Des reportages récents ont souligné comment ces changements s’étendent au-delà des pêcheries commerciales. Des scientifiques étudiant les ptéropodes – de minuscules escargots marins qui forment un lien critique dans les réseaux alimentaires polaires et subpolaires – ont documenté la dissolution des coquilles se produisant sur des spécimens vivants, un phénomène qu’on prévoyait ne voir que dans plusieurs décennies.
Les implications économiques vont bien au-delà de l’industrie de la pêche. Une analyse économique estime que les pertes économiques mondiales dues à l’acidification des océans pourraient atteindre 1 billion de dollars par an d’ici 2050 si les tendances actuelles en matière d’émissions se poursuivent. Cela comprend les impacts sur le tourisme, les services de protection côtière fournis par des récifs sains, et la sécurité alimentaire pour les communautés côtières.
Les eaux canadiennes sont particulièrement vulnérables, l’océan Arctique s’acidifiant plus rapidement que les eaux tempérées en raison de propriétés chimiques et physiques uniques. Des rapports indiquent que les communautés autochtones dépendantes de la récolte marine documentent déjà des changements dans la disponibilité et la santé des mollusques et crustacés.
“Ce qui se passe dans nos océans représente l’un des signaux les plus clairs des impacts du changement climatique,” explique la Dre Maria Gonzalez, analyste des politiques climatiques. “Contrairement aux fluctuations de température qui peuvent varier selon les saisons, la chimie océanique suit une trajectoire claire et mesurable directement liée aux niveaux de dioxyde de carbone atmosphérique.”
Certaines stratégies d’adaptation prometteuses émergent. Des chercheurs de plusieurs universités côtières développent des programmes de reproduction sélective pour les espèces de mollusques qui démontrent une plus grande résilience aux conditions acides. Parallèlement, les technologies d’élimination du carbone axées spécifiquement sur la restauration de la chimie océanique attirent des investissements accrus.
Cependant, les experts soulignent qu’il reste essentiel de s’attaquer à la cause première. Une présentation récente a souligné que l’acidification des océans ne peut être arrêtée que par des réductions drastiques des émissions de carbone combinées à des technologies actives de captage du carbone.
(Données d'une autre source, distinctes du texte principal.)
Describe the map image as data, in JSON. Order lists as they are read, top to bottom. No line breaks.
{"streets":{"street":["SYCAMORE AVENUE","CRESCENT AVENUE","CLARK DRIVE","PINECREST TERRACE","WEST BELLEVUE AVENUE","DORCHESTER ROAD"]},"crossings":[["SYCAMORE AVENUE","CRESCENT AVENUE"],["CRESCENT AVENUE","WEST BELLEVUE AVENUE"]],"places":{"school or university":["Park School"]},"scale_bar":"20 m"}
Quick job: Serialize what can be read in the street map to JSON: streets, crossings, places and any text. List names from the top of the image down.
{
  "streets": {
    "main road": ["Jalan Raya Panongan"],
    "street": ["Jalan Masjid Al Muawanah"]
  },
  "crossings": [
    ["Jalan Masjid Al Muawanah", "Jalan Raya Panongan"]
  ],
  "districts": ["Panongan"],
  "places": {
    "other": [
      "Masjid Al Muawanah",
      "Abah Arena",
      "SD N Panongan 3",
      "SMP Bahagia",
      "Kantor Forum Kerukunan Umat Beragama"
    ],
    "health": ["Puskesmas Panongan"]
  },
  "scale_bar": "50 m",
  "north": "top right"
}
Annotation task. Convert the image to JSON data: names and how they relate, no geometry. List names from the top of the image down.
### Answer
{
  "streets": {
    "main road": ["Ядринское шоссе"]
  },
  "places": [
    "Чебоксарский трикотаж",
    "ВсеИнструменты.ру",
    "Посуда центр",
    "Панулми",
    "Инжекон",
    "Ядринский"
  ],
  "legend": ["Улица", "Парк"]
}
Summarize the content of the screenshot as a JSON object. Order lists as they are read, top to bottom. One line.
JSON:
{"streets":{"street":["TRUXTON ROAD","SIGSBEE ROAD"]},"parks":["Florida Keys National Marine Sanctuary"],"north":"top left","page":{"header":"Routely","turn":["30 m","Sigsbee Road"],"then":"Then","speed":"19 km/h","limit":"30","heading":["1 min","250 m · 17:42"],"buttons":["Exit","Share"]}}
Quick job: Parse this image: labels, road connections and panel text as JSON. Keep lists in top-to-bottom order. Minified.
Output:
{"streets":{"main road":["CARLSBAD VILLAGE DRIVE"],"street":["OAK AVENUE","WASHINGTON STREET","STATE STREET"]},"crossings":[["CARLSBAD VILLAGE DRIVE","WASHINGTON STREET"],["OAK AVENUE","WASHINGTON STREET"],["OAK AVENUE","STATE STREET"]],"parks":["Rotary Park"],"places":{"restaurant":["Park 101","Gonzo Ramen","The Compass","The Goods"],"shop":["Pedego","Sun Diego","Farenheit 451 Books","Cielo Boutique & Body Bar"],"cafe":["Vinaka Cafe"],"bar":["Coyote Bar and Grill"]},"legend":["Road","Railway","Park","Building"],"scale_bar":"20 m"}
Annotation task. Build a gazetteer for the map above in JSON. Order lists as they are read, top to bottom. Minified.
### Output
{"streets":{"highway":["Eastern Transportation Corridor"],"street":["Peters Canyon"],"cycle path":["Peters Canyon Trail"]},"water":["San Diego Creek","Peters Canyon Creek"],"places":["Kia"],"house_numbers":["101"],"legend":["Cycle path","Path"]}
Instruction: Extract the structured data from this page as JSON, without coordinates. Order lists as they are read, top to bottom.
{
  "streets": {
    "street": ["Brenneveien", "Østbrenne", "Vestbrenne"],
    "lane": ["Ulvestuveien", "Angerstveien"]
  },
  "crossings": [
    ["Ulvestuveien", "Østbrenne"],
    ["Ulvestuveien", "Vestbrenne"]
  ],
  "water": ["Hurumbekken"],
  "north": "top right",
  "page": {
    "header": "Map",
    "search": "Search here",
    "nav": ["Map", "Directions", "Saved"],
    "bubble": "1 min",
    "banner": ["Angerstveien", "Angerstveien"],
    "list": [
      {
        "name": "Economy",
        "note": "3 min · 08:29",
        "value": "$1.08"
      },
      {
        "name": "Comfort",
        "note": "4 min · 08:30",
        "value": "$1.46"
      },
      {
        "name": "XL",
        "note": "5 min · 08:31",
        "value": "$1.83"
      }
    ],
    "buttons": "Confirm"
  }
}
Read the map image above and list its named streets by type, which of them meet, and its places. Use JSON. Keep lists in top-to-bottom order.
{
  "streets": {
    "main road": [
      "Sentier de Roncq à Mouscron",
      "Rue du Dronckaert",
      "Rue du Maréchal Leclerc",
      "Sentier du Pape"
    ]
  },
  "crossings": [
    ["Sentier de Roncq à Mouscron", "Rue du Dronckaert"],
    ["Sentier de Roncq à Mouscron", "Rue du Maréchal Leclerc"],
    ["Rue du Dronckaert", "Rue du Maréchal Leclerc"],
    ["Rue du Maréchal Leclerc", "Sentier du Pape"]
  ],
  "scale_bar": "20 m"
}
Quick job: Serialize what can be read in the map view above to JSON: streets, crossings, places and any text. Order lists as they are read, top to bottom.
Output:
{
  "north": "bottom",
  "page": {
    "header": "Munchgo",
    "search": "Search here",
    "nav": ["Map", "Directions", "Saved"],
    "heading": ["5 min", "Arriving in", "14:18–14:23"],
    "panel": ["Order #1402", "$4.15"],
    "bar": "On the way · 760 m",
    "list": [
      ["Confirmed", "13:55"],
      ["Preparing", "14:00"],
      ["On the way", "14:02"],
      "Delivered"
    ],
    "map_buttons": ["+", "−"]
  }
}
Sans ces mesures, le pH des océans devrait chuter de 0,3 à 0,4 unités supplémentaires d’ici la fin du siècle – un niveau jamais vu depuis plus de 14 millions d’années.
“Le délai d’action continue de se comprimer,” avertit l’océanographe Dr James Wilson. “Ce que nous considérions autrefois comme un problème pour les générations futures est maintenant fermement une crise actuelle nécessitant une réponse immédiate.”
Alors que les décideurs politiques délibèrent sur les engagements climatiques, la question devient de plus en plus non pas si la chimie des océans changera, mais à quel point – et ce que cela signifie pour les milliards de personnes dans le monde qui dépendent d’océans sains pour leur alimentation, leurs revenus et leur identité culturelle. Pouvons-nous collectivement changer de cap assez rapidement pour prévenir des dommages irréversibles à l’un des systèmes de maintien de la vie les plus vitaux de la Terre?